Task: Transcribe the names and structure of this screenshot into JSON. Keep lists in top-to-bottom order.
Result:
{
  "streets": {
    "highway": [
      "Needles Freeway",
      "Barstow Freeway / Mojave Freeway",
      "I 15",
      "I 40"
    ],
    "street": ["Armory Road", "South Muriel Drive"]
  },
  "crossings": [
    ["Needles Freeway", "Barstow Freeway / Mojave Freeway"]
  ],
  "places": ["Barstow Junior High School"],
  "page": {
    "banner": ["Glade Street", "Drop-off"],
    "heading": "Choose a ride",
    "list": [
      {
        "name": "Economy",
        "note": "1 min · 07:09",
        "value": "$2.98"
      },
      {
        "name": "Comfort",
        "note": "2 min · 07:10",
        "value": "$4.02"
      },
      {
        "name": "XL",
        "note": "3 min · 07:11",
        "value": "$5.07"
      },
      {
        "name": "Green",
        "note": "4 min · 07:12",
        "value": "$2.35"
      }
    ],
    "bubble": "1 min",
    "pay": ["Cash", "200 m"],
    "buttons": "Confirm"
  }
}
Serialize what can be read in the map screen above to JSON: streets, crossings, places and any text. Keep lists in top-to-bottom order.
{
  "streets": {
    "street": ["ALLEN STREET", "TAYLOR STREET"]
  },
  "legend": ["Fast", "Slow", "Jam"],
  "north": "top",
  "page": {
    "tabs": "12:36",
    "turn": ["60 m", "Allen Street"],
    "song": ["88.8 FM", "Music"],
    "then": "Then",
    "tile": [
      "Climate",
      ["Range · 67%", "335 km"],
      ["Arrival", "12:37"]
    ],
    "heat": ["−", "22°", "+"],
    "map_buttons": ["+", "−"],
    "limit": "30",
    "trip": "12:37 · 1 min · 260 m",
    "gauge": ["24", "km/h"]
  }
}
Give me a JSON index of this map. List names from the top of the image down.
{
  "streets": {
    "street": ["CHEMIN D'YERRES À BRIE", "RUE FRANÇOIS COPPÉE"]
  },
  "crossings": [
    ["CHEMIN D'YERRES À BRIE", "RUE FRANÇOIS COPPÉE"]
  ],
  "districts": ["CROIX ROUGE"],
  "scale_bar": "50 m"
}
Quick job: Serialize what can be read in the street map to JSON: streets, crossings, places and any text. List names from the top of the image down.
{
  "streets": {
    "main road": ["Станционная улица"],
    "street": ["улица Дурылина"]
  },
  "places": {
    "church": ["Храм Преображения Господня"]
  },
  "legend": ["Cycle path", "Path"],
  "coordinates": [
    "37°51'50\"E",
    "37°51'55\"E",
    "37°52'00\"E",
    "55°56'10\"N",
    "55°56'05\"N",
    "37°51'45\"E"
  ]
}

## WORK ORDER
Output all preceding records character for character.

## EXERCISE RESPONSE
Task: Transcribe the names and structure of this screenshot into JSON. Keep lists in top-to-bottom order.
Result:
{
  "streets": {
    "highway": [
      "Needles Freeway",
      "Barstow Freeway / Mojave Freeway",
      "I 15",
      "I 40"
    ],
    "street": ["Armory Road", "South Muriel Drive"]
  },
  "crossings": [
    ["Needles Freeway", "Barstow Freeway / Mojave Freeway"]
  ],
  "places": ["Barstow Junior High School"],
  "page": {
    "banner": ["Glade Street", "Drop-off"],
    "heading": "Choose a ride",
    "list": [
      {
        "name": "Economy",
        "note": "1 min · 07:09",
        "value": "$2.98"
      },
      {
        "name": "Comfort",
        "note": "2 min · 07:10",
        "value": "$4.02"
      },
      {
        "name": "XL",
        "note": "3 min · 07:11",
        "value": "$5.07"
      },
      {
        "name": "Green",
        "note": "4 min · 07:12",
        "value": "$2.35"
      }
    ],
    "bubble": "1 min",
    "pay": ["Cash", "200 m"],
    "buttons": "Confirm"
  }
}
Serialize what can be read in the map screen above to JSON: streets, crossings, places and any text. Keep lists in top-to-bottom order.
{
  "streets": {
    "street": ["ALLEN STREET", "TAYLOR STREET"]
  },
  "legend": ["Fast", "Slow", "Jam"],
  "north": "top",
  "page": {
    "tabs": "12:36",
    "turn": ["60 m", "Allen Street"],
    "song": ["88.8 FM", "Music"],
    "then": "Then",
    "tile": [
      "Climate",
      ["Range · 67%", "335 km"],
      ["Arrival", "12:37"]
    ],
    "heat": ["−", "22°", "+"],
    "map_buttons": ["+", "−"],
    "limit": "30",
    "trip": "12:37 · 1 min · 260 m",
    "gauge": ["24", "km/h"]
  }
}
Give me a JSON index of this map. List names from the top of the image down.
{
  "streets": {
    "street": ["CHEMIN D'YERRES À BRIE", "RUE FRANÇOIS COPPÉE"]
  },
  "crossings": [
    ["CHEMIN D'YERRES À BRIE", "RUE FRANÇOIS COPPÉE"]
  ],
  "districts": ["CROIX ROUGE"],
  "scale_bar": "50 m"
}
Quick job: Serialize what can be read in the street map to JSON: streets, crossings, places and any text. List names from the top of the image down.
{
  "streets": {
    "main road": ["Станционная улица"],
    "street": ["улица Дурылина"]
  },
  "places": {
    "church": ["Храм Преображения Господня"]
  },
  "legend": ["Cycle path", "Path"],
  "coordinates": [
    "37°51'50\"E",
    "37°51'55\"E",
    "37°52'00\"E",
    "55°56'10\"N",
    "55°56'05\"N",
    "37°51'45\"E"
  ]
}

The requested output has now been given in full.